Sherry Finelli, a Dublin resident, told the City Council on Oct. 6 she has observed faster-moving scooters, electric bikes, motorcycles, rollerbladers and cyclists creating dangerous situations on the multi-use path between Carr Middle School, Indian Run and the Recreation Center.
“I use it almost every day,” Finelli said. She described multiple near-misses and one incident she witnessed in which “a young man knocked an older woman off and she had a bloody elbow and she was very shaken up.”
Finelli urged specific safety fixes at a tunnel near Avery Road: a well-positioned convex mirror so users can see around the tunnel approach, clear lane striping or a center line, caution signage asking wheeled users to slow and to announce passing, and possibly speed limits for powered wheeled vehicles. She also suggested the city update the Parks & Recreation website’s biking and hiking information to include pedestrian safety guidance.
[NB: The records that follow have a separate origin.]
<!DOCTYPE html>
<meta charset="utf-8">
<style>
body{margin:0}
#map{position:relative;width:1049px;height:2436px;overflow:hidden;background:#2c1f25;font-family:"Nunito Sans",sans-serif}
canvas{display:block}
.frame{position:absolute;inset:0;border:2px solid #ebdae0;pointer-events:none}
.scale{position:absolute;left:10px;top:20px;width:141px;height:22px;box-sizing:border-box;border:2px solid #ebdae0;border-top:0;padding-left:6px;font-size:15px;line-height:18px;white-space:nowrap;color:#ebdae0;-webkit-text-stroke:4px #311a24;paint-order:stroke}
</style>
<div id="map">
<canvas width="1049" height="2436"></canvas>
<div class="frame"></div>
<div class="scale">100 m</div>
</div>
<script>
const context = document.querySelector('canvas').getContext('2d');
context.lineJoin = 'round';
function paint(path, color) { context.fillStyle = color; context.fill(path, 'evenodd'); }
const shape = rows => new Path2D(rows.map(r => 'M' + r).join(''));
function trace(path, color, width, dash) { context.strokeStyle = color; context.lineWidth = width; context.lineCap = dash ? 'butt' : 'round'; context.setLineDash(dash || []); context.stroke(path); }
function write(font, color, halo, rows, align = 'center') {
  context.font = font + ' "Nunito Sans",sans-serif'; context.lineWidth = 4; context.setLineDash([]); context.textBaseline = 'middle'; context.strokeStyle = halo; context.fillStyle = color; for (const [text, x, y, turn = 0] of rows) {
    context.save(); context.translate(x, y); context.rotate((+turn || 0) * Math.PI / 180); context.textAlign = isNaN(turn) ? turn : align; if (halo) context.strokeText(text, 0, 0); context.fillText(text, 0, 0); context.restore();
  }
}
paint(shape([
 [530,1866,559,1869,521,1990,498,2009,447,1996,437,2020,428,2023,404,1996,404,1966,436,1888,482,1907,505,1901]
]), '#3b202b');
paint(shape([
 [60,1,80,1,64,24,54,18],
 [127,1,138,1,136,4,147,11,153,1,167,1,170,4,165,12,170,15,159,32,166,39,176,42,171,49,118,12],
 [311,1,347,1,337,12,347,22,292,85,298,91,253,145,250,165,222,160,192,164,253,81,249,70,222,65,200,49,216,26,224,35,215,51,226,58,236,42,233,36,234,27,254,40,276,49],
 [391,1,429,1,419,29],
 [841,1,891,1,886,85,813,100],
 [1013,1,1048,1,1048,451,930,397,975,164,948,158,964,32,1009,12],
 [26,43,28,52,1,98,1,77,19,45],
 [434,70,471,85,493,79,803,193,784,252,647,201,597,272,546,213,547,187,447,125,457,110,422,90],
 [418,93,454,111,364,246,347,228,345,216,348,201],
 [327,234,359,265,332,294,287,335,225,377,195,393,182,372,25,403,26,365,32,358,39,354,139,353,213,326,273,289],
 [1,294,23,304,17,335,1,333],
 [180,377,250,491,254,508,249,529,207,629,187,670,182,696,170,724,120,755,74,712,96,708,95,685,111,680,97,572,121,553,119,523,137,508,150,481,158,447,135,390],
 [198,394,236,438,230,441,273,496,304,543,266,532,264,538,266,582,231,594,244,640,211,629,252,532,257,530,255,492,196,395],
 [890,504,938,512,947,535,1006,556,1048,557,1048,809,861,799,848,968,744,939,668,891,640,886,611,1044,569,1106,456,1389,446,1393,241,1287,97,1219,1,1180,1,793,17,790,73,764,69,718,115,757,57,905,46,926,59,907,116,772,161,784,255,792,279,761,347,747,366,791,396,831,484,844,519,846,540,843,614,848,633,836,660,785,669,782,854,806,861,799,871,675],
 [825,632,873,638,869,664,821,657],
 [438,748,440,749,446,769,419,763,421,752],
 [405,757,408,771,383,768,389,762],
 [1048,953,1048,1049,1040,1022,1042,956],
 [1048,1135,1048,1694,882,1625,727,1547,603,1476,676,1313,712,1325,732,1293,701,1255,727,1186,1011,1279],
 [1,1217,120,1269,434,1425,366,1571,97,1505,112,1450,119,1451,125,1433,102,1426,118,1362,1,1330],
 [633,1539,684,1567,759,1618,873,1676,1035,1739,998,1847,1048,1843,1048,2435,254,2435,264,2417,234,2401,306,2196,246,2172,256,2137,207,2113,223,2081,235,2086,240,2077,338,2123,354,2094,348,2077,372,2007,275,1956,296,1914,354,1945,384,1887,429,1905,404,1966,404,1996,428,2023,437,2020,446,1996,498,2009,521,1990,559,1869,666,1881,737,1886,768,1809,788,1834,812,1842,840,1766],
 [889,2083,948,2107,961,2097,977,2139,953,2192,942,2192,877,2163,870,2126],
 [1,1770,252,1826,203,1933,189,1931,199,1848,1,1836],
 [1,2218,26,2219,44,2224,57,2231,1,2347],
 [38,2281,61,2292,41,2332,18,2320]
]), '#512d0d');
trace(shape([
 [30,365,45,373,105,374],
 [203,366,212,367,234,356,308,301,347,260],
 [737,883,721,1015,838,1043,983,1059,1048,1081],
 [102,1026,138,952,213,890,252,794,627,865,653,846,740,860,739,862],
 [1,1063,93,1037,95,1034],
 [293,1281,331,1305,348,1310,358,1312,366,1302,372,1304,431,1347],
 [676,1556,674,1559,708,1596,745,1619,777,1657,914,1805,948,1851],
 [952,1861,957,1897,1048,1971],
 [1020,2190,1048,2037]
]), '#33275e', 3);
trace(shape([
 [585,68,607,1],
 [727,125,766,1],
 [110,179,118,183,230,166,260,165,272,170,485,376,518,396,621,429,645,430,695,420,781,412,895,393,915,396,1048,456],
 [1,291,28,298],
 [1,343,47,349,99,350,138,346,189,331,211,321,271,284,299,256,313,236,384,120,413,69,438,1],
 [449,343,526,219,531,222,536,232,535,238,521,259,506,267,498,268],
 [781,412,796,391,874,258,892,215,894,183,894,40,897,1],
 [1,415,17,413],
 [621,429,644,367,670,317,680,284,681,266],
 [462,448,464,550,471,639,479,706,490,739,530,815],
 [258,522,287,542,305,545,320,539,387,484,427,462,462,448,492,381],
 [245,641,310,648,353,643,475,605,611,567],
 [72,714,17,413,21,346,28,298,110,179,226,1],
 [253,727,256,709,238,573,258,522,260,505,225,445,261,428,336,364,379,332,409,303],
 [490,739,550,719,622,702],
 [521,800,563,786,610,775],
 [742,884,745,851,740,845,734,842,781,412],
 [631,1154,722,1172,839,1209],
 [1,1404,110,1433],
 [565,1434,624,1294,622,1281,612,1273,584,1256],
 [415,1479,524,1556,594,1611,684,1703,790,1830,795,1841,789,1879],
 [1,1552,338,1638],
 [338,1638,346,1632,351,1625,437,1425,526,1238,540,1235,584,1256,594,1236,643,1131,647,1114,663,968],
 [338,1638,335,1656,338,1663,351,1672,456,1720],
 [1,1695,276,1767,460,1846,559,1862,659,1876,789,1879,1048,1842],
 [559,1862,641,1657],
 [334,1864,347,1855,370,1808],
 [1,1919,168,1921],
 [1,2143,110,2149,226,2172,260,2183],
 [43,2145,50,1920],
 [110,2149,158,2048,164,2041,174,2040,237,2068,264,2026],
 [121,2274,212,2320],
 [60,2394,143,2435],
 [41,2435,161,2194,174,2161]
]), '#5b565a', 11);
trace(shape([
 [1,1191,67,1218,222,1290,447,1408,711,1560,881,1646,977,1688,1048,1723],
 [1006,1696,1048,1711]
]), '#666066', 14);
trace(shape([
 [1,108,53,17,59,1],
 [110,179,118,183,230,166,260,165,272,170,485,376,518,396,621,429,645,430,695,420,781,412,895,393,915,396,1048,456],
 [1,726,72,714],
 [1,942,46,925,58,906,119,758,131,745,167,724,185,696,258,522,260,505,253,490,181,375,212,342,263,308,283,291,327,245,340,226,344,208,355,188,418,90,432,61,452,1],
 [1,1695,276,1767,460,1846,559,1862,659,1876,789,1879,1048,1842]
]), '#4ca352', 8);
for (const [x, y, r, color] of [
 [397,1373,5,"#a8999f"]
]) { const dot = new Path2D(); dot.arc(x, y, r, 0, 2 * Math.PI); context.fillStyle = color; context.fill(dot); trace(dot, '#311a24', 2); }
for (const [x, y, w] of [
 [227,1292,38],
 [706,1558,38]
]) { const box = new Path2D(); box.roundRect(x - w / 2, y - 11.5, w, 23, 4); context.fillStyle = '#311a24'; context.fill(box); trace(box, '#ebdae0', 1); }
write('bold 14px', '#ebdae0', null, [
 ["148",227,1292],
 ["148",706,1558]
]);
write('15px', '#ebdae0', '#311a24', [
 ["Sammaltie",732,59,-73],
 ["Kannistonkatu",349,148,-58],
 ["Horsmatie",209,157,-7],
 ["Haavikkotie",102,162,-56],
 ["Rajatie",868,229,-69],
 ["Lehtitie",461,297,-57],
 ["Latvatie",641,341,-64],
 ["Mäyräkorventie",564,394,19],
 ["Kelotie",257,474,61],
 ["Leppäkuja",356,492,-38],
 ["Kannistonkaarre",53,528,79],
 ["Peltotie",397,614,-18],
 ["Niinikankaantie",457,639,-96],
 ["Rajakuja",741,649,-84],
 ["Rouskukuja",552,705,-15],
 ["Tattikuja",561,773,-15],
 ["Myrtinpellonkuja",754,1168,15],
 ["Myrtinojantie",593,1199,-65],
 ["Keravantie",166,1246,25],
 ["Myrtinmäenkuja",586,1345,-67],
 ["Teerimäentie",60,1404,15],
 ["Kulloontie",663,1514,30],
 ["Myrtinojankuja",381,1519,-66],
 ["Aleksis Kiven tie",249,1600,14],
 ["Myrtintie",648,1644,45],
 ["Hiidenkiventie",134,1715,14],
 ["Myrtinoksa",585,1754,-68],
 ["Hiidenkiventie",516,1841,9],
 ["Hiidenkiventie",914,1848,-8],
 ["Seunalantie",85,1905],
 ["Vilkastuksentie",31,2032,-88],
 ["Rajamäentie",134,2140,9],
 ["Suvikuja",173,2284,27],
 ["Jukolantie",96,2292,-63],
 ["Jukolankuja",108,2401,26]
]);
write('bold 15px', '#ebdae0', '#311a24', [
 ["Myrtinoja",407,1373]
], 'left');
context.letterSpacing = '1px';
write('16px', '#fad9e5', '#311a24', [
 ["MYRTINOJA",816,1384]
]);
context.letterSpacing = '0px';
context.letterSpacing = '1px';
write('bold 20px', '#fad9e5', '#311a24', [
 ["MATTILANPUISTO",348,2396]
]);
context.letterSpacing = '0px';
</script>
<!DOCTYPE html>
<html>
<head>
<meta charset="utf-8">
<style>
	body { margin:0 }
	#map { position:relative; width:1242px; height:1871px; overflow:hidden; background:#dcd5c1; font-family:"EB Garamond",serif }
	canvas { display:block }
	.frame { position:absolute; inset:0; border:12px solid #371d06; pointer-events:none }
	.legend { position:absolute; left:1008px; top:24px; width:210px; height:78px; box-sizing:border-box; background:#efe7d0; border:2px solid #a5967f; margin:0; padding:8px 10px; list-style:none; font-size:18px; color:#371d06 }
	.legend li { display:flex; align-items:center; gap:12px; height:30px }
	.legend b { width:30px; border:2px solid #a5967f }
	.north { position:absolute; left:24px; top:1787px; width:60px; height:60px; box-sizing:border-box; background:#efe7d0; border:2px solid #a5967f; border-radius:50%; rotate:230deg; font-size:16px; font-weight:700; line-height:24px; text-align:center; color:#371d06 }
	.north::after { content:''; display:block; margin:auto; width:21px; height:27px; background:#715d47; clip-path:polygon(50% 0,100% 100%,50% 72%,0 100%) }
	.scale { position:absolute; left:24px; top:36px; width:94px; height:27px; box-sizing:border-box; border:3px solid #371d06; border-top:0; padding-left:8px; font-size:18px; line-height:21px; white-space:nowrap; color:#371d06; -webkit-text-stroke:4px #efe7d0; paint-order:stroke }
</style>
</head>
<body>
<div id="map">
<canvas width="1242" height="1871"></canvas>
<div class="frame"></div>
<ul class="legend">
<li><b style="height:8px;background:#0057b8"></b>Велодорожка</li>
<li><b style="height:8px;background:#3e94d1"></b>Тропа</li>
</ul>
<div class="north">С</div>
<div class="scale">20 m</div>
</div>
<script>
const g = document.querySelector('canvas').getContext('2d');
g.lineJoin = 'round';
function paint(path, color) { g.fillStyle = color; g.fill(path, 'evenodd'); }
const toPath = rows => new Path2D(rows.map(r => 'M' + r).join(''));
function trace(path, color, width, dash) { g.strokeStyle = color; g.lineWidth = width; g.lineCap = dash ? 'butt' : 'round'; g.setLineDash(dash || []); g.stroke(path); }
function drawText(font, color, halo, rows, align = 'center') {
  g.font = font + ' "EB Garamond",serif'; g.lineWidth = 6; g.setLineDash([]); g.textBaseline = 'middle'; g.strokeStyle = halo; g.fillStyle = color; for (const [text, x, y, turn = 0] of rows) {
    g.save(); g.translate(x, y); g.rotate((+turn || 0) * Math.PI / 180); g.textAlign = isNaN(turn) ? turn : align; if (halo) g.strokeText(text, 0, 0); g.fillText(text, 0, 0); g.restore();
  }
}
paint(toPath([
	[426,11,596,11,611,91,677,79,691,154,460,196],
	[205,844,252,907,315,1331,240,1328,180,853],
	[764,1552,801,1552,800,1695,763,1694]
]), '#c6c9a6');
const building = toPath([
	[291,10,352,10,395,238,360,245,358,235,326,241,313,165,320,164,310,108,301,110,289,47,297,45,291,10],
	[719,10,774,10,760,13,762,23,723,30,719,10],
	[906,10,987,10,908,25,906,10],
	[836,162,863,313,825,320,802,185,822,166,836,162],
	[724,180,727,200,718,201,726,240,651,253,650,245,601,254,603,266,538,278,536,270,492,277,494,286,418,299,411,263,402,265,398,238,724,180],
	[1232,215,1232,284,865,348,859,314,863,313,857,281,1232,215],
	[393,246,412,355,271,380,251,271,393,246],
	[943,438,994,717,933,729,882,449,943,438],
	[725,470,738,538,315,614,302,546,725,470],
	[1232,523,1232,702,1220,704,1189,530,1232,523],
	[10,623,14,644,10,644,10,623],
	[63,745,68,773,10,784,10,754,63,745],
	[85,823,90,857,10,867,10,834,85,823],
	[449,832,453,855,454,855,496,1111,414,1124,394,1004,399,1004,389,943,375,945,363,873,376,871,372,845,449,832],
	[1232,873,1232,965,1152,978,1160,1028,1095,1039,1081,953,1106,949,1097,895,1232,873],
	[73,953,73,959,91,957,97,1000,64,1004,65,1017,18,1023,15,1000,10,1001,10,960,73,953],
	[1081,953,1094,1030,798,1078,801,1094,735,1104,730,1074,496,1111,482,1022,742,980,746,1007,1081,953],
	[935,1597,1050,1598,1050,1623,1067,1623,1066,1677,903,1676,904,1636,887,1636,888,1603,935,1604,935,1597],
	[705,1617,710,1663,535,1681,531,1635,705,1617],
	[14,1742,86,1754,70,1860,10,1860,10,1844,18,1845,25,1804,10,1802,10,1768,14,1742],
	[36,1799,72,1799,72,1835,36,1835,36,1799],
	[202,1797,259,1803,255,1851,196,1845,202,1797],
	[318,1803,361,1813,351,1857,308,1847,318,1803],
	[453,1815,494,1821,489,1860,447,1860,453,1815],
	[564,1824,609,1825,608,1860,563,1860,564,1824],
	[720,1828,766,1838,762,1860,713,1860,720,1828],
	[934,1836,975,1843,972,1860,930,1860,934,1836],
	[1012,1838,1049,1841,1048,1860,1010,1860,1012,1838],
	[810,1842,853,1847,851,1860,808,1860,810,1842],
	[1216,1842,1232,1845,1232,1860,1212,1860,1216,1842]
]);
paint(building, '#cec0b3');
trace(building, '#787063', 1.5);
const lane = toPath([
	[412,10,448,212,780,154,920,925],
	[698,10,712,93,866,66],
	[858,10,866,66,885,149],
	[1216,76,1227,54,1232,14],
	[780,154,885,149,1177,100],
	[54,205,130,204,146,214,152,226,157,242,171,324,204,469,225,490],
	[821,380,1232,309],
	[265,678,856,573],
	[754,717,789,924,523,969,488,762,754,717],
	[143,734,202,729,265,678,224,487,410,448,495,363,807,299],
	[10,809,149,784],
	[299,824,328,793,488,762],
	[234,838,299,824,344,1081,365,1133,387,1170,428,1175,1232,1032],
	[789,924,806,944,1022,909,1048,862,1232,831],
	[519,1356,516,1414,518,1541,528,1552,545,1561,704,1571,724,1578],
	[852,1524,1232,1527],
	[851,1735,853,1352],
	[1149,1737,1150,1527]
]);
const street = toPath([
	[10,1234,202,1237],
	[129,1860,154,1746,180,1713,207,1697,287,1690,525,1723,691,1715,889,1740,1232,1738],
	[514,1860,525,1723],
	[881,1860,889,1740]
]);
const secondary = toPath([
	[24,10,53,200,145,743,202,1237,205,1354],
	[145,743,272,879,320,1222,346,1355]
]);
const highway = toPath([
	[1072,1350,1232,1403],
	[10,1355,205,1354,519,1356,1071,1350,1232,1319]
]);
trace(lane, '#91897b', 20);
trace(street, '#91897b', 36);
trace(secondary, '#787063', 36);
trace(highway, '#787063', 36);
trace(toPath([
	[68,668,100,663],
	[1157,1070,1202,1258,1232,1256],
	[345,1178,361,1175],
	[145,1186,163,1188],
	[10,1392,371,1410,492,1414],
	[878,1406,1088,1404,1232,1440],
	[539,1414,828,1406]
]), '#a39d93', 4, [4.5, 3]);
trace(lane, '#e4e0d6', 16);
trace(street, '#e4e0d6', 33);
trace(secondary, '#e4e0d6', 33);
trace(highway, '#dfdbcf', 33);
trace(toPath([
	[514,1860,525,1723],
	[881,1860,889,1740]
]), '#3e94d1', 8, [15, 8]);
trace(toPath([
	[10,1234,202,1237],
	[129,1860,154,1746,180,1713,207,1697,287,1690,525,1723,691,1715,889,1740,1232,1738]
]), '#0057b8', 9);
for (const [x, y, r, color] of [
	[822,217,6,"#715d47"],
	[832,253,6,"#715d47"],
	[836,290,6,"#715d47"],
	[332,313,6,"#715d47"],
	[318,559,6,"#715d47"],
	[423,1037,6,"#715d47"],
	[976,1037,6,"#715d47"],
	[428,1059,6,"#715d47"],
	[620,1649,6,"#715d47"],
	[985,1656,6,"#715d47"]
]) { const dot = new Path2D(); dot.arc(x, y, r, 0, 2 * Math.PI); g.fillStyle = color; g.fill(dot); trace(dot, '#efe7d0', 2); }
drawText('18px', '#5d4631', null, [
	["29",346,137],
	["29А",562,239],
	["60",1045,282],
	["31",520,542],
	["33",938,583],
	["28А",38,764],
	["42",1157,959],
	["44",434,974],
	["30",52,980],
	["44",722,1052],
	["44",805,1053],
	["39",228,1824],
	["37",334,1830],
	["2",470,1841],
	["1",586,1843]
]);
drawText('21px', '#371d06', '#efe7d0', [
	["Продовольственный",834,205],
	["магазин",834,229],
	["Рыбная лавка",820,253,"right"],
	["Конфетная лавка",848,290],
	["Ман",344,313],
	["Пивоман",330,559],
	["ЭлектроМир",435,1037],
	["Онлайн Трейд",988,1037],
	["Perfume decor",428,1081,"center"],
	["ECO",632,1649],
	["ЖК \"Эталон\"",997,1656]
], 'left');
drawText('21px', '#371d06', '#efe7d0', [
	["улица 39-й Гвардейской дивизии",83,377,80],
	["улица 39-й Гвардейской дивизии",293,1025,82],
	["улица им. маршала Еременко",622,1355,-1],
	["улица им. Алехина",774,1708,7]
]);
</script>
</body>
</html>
Council thanked Finelli and the mayor said a staff member would meet her on-site to gather contact information and follow up. Later in the meeting several council members and committee chairs referenced trail etiquette and noted the Public Services Committee is working on speed and signage as part of ongoing trail safety work.
Why it matters: the city’s multi-use paths are heavily used by walkers, runners, cyclists and new classes of personal mobility devices; council directed staff to follow up with the resident for a field visit and potential near-term communications and engineering responses.